Criticism and calls for an investigation have come close on the heels of the formal announcement that Microsoft’s Office Open XML file formats had received the necessary number of votes for approval as an ISO/IEC international standard.
In a statement released April 2, the ISO (International Standards Organization) and IEC (International Electrotechnical Commission) said 75 percent of the participating Joint Technical Committee members cast positive votes, with just 14 percent of the total national member body votes being negative.
Approval required at least 66.66 percent of the votes cast by national bodies to be positive, and no more than 25 percent of the total number of ISO/IEC national body votes cast to be negative. “These criteria have now been met,” the statement said.
This followed the confirmation April 1 by standards organization Ecma International that the ISO and IEC had approved the Office Open XML File Format as an international standard.
Bob Sutor, vice president of open source and standards for IBM and one of the harshest critics of the Open XML format, conceded that enough countries had changed their votes from the September ballot to allow the specification to move forward into the publication preparation phase.
“So is that it? Of course not. The process of international standards-making has been laid bare for all to examine. People now have some sense that not all standards are created by a community of independent stakeholders, as some people may have previously assumed,” Sutor said in a blog post.
Furthermore, “The lack of transparency, the ability to see who voted and why, leads to less understanding and accountability,” Sutor wrote.
Publication of the standard is still two months away, and any of the ISO/IEC national bodies can lodge a formal appeal during this time.
Norway appears the most likely member to lodge an appeal, given that the chairman of the Norwegian standards committee responsible for evaluating Office Open XML has sent ISO a letter asking for its “yes” vote to be suspended pending a Norwegian governmental investigation into why the country’s vote was changed.
In his blog, Sutor wrote that the process had also shown that there is no way to put the brakes on pushing the wrong standards though the existing processes; that politics, and not just standards politics, has fully entered the process. There is also a lack of balance that comes from having a body of independent people considering a standard rather than just a majority of business partners, he wrote.
“I believe that thousands of motivated yet pragmatic people will now move on to fix the systemic issues I’ve identified, with fresh evidence of why it is necessary. There are now, as there have always been, much bigger issues than Office Open XML itself. For that reason, we are still in the early phases of the worldwide movement to true open standards,” he said.

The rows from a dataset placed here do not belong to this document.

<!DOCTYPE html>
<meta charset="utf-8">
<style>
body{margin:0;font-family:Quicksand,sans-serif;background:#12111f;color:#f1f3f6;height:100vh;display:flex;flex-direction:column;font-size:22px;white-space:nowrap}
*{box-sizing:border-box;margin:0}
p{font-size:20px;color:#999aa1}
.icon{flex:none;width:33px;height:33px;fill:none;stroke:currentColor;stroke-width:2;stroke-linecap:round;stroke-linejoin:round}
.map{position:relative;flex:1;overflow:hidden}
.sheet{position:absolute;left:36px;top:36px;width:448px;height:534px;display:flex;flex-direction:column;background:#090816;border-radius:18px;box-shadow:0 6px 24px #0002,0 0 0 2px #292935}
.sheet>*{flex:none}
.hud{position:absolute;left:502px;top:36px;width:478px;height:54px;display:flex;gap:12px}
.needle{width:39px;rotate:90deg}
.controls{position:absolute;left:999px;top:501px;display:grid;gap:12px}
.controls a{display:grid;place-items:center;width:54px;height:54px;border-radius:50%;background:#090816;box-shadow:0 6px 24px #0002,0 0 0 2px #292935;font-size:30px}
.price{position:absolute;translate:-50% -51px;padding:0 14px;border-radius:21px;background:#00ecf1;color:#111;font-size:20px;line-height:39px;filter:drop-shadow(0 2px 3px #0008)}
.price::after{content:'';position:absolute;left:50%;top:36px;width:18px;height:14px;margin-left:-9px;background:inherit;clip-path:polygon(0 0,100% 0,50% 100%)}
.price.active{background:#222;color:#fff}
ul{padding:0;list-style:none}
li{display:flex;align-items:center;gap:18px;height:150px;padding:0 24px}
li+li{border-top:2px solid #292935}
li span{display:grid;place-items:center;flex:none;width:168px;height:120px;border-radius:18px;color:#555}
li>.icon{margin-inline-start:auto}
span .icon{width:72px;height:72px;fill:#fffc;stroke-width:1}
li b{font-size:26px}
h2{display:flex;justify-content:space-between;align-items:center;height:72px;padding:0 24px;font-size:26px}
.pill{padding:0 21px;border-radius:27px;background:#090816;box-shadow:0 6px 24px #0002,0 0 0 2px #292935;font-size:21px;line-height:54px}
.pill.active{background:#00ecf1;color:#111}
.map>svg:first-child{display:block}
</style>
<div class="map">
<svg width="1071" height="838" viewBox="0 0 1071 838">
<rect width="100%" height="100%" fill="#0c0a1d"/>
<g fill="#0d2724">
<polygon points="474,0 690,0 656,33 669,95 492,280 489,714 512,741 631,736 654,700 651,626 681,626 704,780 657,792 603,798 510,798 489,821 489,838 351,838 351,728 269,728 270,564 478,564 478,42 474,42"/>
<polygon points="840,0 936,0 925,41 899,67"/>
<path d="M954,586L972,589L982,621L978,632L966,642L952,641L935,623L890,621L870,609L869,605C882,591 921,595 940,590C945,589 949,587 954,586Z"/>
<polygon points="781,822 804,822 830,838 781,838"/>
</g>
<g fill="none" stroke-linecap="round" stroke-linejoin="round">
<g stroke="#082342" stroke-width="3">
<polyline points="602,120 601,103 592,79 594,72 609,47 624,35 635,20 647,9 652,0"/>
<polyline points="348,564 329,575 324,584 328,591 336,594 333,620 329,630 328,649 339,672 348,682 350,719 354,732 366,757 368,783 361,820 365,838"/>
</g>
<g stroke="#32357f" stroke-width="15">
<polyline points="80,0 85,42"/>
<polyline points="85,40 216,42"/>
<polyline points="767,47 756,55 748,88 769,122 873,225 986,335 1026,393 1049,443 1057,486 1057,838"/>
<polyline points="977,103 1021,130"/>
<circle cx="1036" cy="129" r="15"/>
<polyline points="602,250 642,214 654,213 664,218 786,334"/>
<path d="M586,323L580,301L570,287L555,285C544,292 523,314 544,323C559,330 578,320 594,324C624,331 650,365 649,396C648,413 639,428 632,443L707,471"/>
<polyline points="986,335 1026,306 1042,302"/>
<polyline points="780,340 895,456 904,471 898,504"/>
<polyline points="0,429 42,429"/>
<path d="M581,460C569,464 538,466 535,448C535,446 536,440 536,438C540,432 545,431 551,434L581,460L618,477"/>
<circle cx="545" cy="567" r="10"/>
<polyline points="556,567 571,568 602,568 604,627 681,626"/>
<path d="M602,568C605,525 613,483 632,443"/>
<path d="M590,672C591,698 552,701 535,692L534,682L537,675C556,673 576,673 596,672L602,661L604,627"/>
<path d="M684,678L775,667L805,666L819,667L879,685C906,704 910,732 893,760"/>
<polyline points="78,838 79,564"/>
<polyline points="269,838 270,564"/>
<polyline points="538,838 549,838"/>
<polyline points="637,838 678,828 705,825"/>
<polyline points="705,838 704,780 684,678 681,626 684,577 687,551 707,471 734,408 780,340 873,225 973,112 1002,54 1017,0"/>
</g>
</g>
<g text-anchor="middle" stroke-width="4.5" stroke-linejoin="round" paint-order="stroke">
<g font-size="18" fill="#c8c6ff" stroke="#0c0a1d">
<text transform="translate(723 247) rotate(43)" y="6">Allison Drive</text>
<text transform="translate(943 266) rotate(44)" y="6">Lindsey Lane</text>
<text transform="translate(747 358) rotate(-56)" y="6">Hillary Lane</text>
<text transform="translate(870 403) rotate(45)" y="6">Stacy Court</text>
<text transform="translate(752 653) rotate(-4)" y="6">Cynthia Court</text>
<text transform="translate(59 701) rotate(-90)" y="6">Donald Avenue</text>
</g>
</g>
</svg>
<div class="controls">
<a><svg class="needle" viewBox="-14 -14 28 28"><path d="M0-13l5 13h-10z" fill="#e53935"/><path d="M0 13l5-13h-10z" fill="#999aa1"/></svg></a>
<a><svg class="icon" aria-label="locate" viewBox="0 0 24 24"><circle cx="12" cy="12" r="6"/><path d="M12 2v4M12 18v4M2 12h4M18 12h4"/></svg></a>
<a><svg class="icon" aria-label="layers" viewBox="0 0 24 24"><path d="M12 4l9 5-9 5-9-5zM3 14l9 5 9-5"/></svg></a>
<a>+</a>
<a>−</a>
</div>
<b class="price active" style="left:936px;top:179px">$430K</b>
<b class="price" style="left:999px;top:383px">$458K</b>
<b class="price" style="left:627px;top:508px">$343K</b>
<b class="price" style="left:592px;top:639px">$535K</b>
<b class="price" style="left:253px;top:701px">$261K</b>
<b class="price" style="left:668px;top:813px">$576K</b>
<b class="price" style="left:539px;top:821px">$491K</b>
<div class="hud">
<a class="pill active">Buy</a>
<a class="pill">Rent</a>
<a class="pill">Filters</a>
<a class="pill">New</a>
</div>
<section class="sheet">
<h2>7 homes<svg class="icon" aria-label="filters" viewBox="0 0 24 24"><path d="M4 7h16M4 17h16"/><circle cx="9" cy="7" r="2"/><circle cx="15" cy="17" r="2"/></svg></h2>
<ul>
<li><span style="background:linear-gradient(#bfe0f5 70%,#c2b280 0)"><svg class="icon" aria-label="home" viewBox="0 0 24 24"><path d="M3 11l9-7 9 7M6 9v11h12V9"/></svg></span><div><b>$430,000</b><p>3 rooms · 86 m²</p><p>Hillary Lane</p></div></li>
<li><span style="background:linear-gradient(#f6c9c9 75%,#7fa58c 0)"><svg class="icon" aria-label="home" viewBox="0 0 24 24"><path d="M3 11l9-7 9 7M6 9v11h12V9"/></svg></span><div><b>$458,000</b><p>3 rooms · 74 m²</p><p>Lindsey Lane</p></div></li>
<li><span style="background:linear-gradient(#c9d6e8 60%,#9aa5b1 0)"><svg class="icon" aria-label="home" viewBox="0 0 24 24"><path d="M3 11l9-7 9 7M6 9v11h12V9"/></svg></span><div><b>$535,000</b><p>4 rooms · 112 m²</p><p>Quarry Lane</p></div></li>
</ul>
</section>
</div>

True openness would mean that the best technology for all wins, and that the process was clean, visible and incorruptible, he wrote.
“Openness must be earned. I think that’s worth fighting for. There has been tremendous progress and it’s happened far faster and wider than most people ever imagined possible,” Sutor wrote. “While fully cognizant of these current results, I’m energized to take the bigger fight for openness to the next level with the thousands of individuals who are now convinced that the standards system needs fixing, and soon.”
The nature of their protest will evolve
In regard to how to change the process now that the standard has been ratified, David Mitchell, senior vice president of IT research at analyst firm Ovum, said he believes very little will change in the short term.
“Those who were protesting and opposing the Open XML progress through the standards process will still oppose it. The nature of their protest will evolve. To begin with, there have been challenges to the process-and these will continue,” Mitchell said. “Those who are supporters of Open XML will need to move into the implementation phase, because standards are simply documentation. One of the companies that many will look to take a lead with implementation is Microsoft.”
The standard that Microsoft initially submitted through Ecma was revised and improved by the standards process and, as such, the software giant will need to update its existing products and planned future products to support the format that was actually ratified, Mitchell noted.
“It is likely to take some time for this to be completed, and Microsoft will also need to provide tools to convert from the existing Office 2007 formats into the new Open XML standard. Other ISV developers like Apple, IBM, Sun, et al. will also need to put their plans in place for supporting this standard-it would not be wise for the developer community to ignore it,” Mitchell said.
The ratification of Microsoft’s file formats also does not mean the demise of ODF (Open Document Format), which is also an ISO-ratified document standard.
“What it does mean is that developers of software that works with documents will have to support both formats, and that these developers will need to compete on the basis of the intrinsic merits of their products rather than using a standards body lockout-from either the ODF or the Open XML camp,” Mitchell said.